→ What you have to do
Give the entries back exactly, dropping each image.

→ Stored data
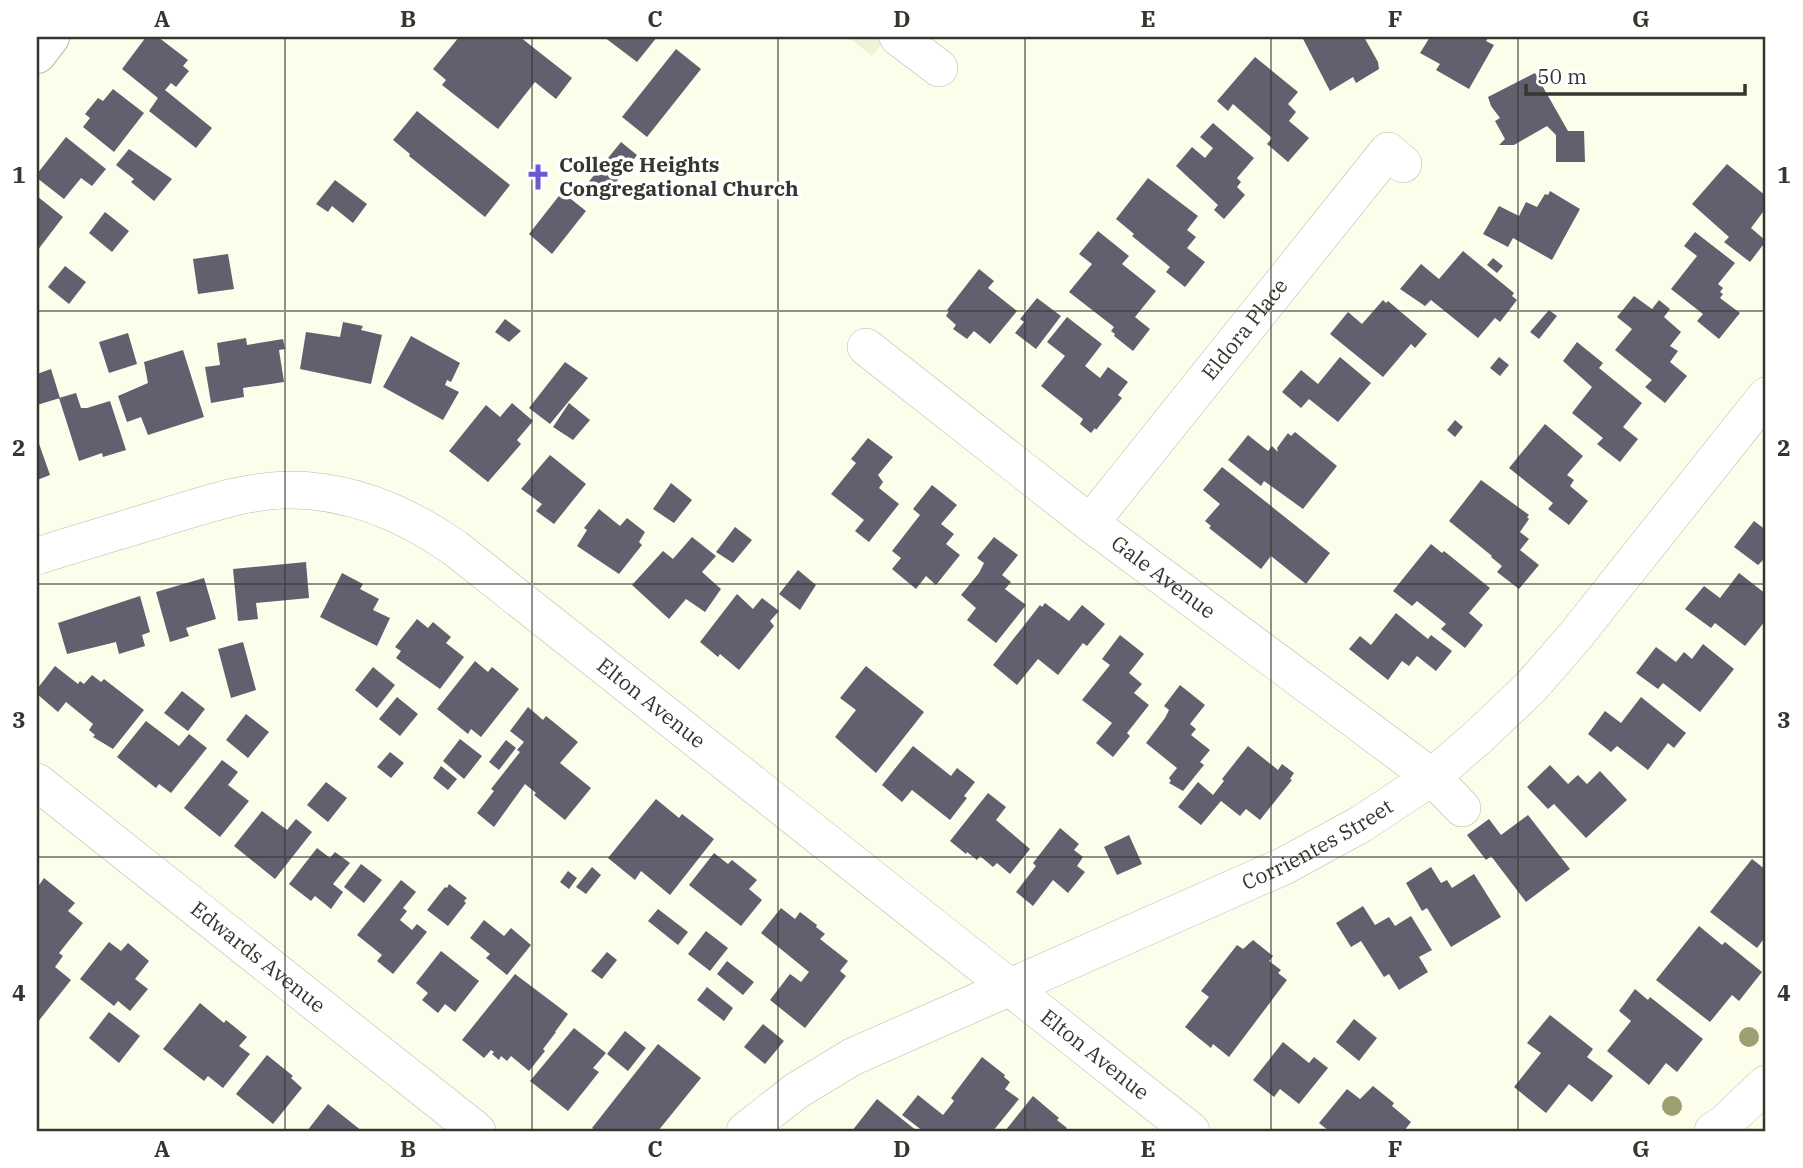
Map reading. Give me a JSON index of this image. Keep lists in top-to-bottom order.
{
  "streets": {
    "street": [
      "Eldora Place",
      "Gale Avenue",
      "Elton Avenue",
      "Corrientes Street",
      "Edwards Avenue"
    ]
  },
  "crossings": [
    ["Eldora Place", "Gale Avenue"],
    ["Gale Avenue", "Corrientes Street"],
    ["Elton Avenue", "Corrientes Street"]
  ],
  "places": {
    "church": ["College Heights Congregational Church"]
  },
  "scale_bar": "50 m",
  "grid": {
    "columns": [
      "A",
      "B",
      "C",
      "D",
      "E",
      "F",
      "G"
    ],
    "rows": [
      "1",
      "2",
      "3",
      "4"
    ]
  }
}
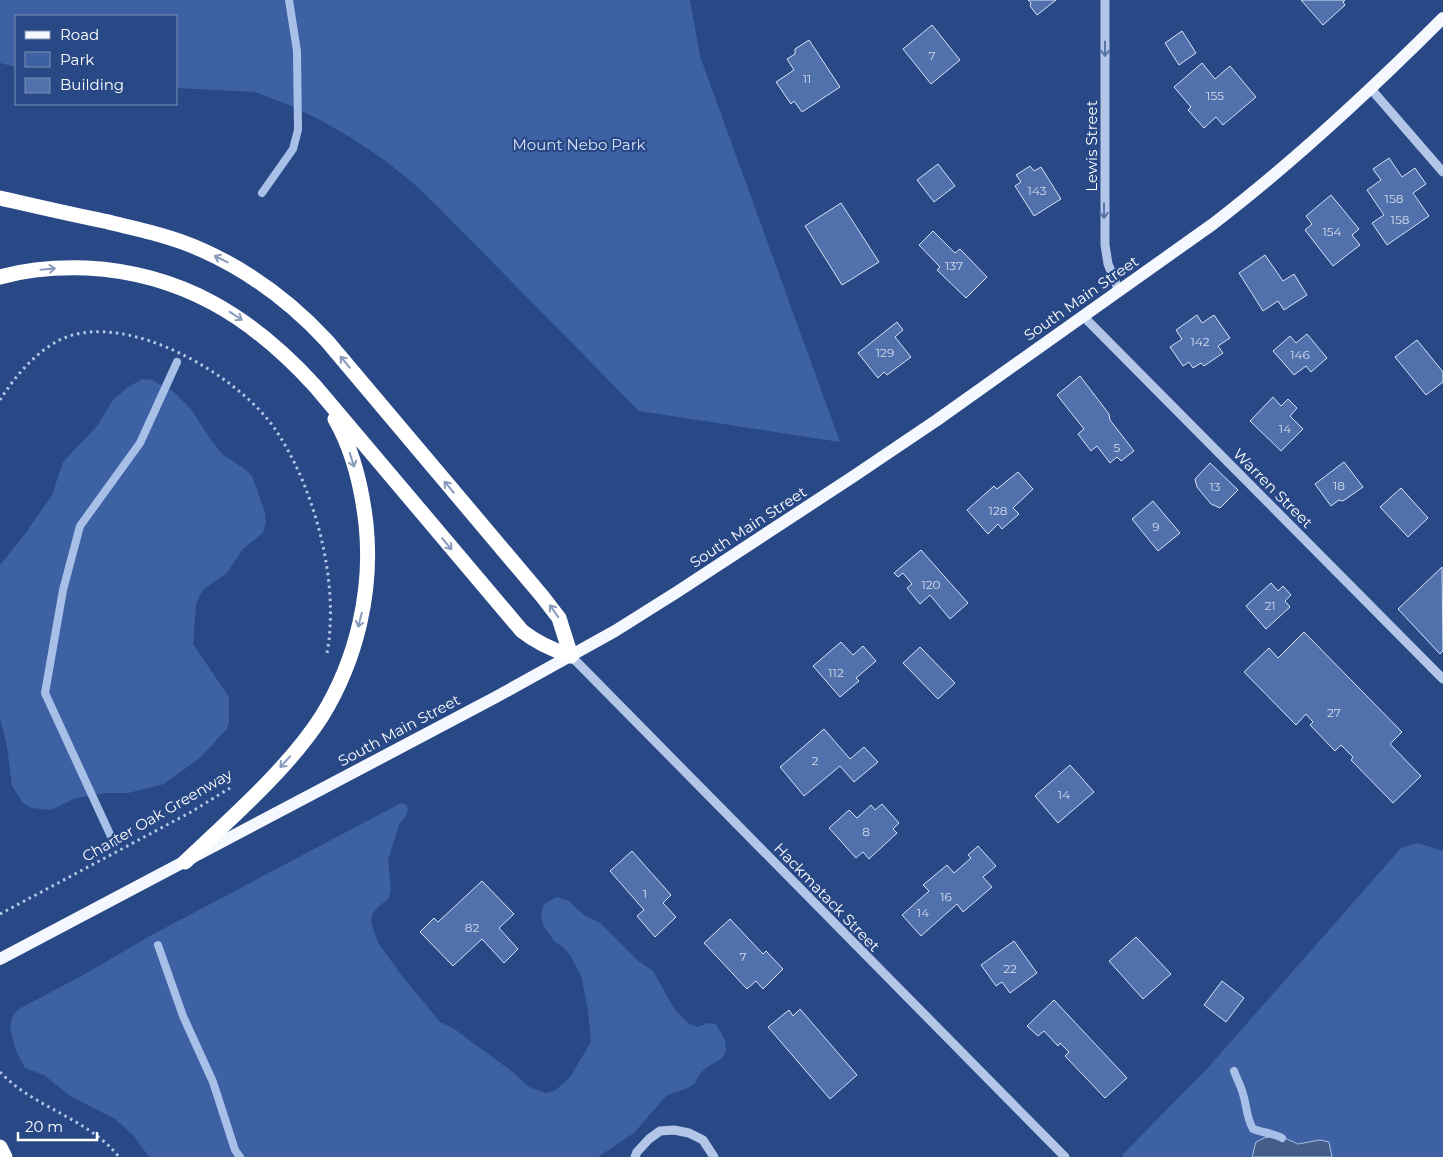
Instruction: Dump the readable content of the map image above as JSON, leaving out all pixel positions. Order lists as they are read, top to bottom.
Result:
{
  "streets": {
    "main road": ["South Main Street"],
    "street": ["Lewis Street", "Warren Street", "Hackmatack Street"],
    "path": ["Charter Oak Greenway"]
  },
  "crossings": [
    ["Lewis Street", "South Main Street"],
    ["South Main Street", "Warren Street"],
    ["South Main Street", "Hackmatack Street"]
  ],
  "one_way": ["Lewis Street"],
  "parks": ["Mount Nebo Park"],
  "house_numbers": [
    "7",
    "11",
    "155",
    "143",
    "158",
    "158",
    "154",
    "137",
    "142",
    "129",
    "146",
    "14",
    "5",
    "18",
    "13",
    "128",
    "9",
    "120",
    "21",
    "112",
    "27",
    "2",
    "14",
    "8",
    "1",
    "16",
    "14",
    "82",
    "7",
    "22"
  ],
  "legend": ["Road", "Park", "Building"],
  "scale_bar": "20 m"
}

→ Reply
Map reading. Give me a JSON index of this image. Keep lists in top-to-bottom order.
{
  "streets": {
    "street": [
      "Eldora Place",
      "Gale Avenue",
      "Elton Avenue",
      "Corrientes Street",
      "Edwards Avenue"
    ]
  },
  "crossings": [
    ["Eldora Place", "Gale Avenue"],
    ["Gale Avenue", "Corrientes Street"],
    ["Elton Avenue", "Corrientes Street"]
  ],
  "places": {
    "church": ["College Heights Congregational Church"]
  },
  "scale_bar": "50 m",
  "grid": {
    "columns": [
      "A",
      "B",
      "C",
      "D",
      "E",
      "F",
      "G"
    ],
    "rows": [
      "1",
      "2",
      "3",
      "4"
    ]
  }
}
Instruction: Dump the readable content of the map image above as JSON, leaving out all pixel positions. Order lists as they are read, top to bottom.
Result:
{
  "streets": {
    "main road": ["South Main Street"],
    "street": ["Lewis Street", "Warren Street", "Hackmatack Street"],
    "path": ["Charter Oak Greenway"]
  },
  "crossings": [
    ["Lewis Street", "South Main Street"],
    ["South Main Street", "Warren Street"],
    ["South Main Street", "Hackmatack Street"]
  ],
  "one_way": ["Lewis Street"],
  "parks": ["Mount Nebo Park"],
  "house_numbers": [
    "7",
    "11",
    "155",
    "143",
    "158",
    "158",
    "154",
    "137",
    "142",
    "129",
    "146",
    "14",
    "5",
    "18",
    "13",
    "128",
    "9",
    "120",
    "21",
    "112",
    "27",
    "2",
    "14",
    "8",
    "1",
    "16",
    "14",
    "82",
    "7",
    "22"
  ],
  "legend": ["Road", "Park", "Building"],
  "scale_bar": "20 m"
}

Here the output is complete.